Tapi... apa salahnya mencoba pemberian Lala dan Genta, kan? Ini adalah hadiah mereka, aku tidak mau mereka kecewa.

Segera kubuka kardus tempat botol-botol obat yang baunya tidak enak itu. Ada beberapa botol serta kertas langkah-langkah cara penggunaannya. Kusediakan beberapa perlatan untuk memakainya. Kemudian, kuoles satu—per—satu obat-obatan itu. Baunya... benar-benar tidak enak.

"Dicatok, ya?" gumamku pada diriku sendiri. Kucolokkan catok agar panas kemudian kugunakan untuk mencatok rambutku.

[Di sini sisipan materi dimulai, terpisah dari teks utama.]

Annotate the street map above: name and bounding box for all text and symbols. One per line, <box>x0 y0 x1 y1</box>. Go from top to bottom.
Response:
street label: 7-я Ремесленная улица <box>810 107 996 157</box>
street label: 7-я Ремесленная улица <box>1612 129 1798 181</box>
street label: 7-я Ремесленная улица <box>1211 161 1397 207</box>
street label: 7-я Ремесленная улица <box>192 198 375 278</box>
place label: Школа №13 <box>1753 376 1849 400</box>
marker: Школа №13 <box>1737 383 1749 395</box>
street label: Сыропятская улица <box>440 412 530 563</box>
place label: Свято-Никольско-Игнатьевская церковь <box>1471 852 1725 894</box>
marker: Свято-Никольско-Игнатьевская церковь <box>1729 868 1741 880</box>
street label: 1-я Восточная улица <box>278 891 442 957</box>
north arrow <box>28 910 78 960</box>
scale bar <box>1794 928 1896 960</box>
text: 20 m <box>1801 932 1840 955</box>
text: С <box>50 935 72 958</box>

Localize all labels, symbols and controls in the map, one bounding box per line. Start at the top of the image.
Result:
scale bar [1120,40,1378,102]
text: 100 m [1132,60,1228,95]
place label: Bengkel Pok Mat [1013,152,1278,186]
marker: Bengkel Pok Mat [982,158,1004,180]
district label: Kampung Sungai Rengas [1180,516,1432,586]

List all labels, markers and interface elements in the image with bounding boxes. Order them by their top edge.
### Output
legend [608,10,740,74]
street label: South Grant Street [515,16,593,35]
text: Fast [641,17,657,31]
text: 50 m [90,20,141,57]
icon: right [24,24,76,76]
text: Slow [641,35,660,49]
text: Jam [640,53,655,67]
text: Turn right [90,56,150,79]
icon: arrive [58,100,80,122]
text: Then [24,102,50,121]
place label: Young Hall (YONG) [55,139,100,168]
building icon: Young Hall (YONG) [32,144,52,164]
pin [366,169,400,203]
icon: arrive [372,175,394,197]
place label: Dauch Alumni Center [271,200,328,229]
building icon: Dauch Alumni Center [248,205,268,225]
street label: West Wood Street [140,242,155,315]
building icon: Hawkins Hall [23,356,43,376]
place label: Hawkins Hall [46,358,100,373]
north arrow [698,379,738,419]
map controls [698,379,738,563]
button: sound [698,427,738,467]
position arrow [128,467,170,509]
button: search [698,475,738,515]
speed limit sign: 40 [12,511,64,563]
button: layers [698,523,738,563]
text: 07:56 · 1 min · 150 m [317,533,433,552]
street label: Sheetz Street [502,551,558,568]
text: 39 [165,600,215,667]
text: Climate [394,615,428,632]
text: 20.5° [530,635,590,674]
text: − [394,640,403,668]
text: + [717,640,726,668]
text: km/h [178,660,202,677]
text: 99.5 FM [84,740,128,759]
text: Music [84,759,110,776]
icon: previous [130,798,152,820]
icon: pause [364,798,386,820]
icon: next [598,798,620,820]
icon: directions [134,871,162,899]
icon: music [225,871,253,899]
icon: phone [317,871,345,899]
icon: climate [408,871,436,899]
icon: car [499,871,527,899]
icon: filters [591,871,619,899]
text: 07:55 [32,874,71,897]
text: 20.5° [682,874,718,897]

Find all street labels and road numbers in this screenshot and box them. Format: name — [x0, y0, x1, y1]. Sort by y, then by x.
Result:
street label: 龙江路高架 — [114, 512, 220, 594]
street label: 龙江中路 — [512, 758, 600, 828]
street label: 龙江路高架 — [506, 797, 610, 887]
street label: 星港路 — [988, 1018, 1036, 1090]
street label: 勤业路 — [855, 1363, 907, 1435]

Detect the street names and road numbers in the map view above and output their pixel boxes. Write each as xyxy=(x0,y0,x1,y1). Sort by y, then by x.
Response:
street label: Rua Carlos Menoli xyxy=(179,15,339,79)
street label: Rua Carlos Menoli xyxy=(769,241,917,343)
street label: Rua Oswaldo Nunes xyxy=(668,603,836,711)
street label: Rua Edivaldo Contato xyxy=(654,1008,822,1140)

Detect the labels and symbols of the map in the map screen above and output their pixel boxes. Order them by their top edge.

"Panas!" pekikku pada diriku sendiri. Lala dan Genta mau mengerjaiku? Kok bisa rambutku disetrika seperti ini? Kalau memang meluruskan rambut harus beli alat semahal ini, Tante Rosi punya setrikaan dan itu lebih hemat, kan? Apalagi... alat ini membuat rambutku seperti terbakar. Bagaimana jika rambutku nanti kebakaran dan habis? Aku akan jadi botak, dan aku tidak mau itu terjadi!

"Nilam! Apa yang kamu lakukan di kamar? Kamu membakar rambutmu?! Kok baunya seperti rambut yang dibakar?!"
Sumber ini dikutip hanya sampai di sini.